Collected data entries
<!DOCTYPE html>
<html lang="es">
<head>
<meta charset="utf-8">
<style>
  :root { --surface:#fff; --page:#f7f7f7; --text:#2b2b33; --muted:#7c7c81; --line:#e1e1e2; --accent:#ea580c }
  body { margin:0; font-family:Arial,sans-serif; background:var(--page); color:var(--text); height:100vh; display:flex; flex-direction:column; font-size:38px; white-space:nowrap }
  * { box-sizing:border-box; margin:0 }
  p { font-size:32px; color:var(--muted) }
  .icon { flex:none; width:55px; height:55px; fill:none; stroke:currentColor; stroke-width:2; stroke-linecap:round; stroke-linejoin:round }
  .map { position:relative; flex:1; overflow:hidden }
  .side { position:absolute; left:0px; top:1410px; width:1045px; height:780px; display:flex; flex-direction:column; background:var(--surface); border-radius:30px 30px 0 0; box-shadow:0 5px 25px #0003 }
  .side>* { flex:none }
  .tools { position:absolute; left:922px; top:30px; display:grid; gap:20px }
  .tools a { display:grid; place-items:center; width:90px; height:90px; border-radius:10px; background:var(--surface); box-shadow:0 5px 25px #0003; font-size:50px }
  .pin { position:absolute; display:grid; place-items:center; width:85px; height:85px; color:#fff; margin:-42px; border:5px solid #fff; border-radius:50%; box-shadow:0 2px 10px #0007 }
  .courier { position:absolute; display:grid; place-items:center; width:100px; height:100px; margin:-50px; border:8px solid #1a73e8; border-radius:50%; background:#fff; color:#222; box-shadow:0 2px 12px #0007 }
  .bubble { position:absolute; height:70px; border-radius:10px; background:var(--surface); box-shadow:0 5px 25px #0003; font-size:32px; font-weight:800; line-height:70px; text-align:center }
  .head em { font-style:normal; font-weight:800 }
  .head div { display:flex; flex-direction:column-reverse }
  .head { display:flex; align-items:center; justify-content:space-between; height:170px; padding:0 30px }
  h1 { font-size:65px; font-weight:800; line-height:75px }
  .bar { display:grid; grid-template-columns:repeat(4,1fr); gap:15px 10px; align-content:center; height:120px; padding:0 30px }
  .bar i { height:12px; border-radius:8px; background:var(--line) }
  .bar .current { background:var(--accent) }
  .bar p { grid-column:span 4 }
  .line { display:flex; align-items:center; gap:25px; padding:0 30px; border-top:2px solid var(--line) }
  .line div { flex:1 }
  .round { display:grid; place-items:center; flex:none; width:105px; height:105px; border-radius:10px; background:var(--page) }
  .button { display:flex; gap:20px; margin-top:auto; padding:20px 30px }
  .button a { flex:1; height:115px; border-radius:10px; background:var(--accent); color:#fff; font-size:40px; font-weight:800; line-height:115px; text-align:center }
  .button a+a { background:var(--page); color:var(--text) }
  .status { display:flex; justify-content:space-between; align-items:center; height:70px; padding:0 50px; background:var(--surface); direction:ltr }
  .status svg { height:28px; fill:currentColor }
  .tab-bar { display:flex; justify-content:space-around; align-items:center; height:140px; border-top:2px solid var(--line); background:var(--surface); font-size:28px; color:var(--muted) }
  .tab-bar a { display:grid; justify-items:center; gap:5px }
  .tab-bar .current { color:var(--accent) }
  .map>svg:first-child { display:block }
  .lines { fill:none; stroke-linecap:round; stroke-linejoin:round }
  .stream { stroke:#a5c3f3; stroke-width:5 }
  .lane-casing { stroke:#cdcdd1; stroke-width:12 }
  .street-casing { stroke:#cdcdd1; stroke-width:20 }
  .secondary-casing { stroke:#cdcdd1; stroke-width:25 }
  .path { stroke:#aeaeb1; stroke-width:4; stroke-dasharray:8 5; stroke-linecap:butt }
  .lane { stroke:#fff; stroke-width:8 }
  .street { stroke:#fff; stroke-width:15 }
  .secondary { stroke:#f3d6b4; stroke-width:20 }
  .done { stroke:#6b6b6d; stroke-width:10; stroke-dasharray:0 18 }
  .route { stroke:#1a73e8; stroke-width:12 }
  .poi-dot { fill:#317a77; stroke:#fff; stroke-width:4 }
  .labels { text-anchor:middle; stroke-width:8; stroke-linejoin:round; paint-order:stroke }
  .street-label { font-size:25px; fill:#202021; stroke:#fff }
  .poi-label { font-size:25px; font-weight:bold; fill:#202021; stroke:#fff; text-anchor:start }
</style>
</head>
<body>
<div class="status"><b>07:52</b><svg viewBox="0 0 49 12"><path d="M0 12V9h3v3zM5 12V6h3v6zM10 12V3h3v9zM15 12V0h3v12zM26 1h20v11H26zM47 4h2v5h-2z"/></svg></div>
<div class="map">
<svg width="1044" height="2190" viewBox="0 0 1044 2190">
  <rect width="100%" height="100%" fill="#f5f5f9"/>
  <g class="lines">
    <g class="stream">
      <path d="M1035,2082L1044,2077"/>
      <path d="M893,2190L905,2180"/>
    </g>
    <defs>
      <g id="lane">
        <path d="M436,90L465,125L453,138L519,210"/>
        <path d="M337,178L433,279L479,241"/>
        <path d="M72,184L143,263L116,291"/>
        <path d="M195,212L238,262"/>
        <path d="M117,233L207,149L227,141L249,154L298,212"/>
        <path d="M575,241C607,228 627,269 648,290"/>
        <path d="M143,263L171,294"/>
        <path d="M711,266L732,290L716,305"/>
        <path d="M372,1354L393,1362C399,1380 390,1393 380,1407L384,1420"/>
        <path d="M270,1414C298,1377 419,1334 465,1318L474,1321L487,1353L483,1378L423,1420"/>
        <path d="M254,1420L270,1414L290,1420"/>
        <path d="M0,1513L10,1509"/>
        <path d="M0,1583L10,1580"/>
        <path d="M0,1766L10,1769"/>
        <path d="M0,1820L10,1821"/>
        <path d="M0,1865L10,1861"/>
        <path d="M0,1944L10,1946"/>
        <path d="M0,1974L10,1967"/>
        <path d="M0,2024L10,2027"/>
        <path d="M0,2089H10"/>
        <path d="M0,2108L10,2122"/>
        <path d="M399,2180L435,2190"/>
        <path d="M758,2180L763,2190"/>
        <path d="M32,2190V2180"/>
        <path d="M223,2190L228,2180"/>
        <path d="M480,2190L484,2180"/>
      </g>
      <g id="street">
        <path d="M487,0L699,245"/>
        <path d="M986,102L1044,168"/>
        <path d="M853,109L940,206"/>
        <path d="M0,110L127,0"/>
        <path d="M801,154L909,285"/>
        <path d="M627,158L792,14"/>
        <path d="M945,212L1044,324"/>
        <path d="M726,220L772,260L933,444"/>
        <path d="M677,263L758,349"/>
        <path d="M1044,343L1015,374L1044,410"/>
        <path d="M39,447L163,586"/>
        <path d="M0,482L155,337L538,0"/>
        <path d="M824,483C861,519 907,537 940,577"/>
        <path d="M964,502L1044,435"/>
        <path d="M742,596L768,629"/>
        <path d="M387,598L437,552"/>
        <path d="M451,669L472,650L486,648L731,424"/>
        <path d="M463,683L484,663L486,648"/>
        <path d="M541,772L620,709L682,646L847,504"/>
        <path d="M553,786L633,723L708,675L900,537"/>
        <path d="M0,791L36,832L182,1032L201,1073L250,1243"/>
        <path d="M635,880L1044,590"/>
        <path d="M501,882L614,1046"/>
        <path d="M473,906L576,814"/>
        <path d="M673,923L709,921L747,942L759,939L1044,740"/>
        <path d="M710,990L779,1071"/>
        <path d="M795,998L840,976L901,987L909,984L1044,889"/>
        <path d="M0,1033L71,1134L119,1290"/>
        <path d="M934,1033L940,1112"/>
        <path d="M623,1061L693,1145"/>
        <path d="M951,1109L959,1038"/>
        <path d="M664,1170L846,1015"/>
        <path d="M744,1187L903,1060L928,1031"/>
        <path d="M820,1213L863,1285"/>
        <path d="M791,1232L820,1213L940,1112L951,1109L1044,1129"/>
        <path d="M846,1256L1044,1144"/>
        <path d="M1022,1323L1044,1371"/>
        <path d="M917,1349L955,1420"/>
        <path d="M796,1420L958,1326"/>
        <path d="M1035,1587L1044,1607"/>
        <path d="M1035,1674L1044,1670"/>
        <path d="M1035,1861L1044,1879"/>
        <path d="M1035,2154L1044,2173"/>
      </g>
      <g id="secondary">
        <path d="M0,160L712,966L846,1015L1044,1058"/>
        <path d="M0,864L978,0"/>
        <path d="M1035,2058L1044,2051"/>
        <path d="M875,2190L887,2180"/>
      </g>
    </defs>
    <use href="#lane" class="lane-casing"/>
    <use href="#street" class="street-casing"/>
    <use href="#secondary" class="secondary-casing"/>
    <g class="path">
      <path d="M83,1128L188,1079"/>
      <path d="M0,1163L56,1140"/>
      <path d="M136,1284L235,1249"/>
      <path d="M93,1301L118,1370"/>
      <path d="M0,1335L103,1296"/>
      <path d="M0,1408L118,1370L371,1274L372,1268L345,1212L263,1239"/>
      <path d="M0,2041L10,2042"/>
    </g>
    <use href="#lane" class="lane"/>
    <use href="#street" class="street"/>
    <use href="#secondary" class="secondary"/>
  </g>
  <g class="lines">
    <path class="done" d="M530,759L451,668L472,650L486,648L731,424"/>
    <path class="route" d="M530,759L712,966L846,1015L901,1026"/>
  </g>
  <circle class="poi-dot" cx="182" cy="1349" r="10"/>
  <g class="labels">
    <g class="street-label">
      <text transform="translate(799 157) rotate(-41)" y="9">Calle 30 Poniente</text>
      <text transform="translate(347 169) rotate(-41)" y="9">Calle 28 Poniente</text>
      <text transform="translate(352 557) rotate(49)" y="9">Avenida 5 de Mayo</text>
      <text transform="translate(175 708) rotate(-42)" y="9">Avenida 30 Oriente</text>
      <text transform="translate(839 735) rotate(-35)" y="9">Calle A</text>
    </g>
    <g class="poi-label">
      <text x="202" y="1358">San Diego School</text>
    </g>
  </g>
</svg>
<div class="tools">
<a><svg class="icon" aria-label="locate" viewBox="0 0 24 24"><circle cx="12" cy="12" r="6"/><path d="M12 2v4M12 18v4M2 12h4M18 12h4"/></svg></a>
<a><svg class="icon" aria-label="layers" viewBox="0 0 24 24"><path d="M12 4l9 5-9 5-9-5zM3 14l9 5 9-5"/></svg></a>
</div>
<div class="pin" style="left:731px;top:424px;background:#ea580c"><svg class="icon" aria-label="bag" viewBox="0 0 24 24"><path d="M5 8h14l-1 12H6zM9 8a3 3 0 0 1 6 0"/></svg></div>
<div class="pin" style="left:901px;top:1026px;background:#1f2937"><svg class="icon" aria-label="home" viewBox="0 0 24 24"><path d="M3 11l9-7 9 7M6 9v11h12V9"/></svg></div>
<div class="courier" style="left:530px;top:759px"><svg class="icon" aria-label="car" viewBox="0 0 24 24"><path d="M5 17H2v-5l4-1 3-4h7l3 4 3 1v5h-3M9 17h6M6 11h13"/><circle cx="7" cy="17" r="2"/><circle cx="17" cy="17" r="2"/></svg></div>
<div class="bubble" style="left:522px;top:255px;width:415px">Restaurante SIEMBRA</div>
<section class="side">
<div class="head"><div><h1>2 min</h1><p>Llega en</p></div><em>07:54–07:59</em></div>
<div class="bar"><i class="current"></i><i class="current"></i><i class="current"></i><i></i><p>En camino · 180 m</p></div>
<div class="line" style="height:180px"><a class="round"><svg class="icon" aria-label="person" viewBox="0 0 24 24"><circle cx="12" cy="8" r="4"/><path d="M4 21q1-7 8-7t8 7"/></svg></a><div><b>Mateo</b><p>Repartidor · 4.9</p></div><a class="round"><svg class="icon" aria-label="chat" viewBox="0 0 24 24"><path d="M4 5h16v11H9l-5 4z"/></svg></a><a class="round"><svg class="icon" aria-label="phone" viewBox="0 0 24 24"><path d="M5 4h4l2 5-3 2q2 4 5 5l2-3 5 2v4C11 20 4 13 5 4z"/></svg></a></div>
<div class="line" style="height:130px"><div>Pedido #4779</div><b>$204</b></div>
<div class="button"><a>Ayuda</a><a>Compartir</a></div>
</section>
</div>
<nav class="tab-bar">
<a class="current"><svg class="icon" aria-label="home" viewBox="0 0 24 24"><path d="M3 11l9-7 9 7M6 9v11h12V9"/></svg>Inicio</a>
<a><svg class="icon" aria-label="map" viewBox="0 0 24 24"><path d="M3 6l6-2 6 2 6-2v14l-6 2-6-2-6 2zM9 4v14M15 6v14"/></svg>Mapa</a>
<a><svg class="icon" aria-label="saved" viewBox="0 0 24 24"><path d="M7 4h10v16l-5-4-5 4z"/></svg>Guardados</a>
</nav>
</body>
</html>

:: WORK REQUIRED ::
Looking at the entries above, work out how many lines contain the word "labels", then reply with only that figure.

:: EXERCISE RESPONSE ::
2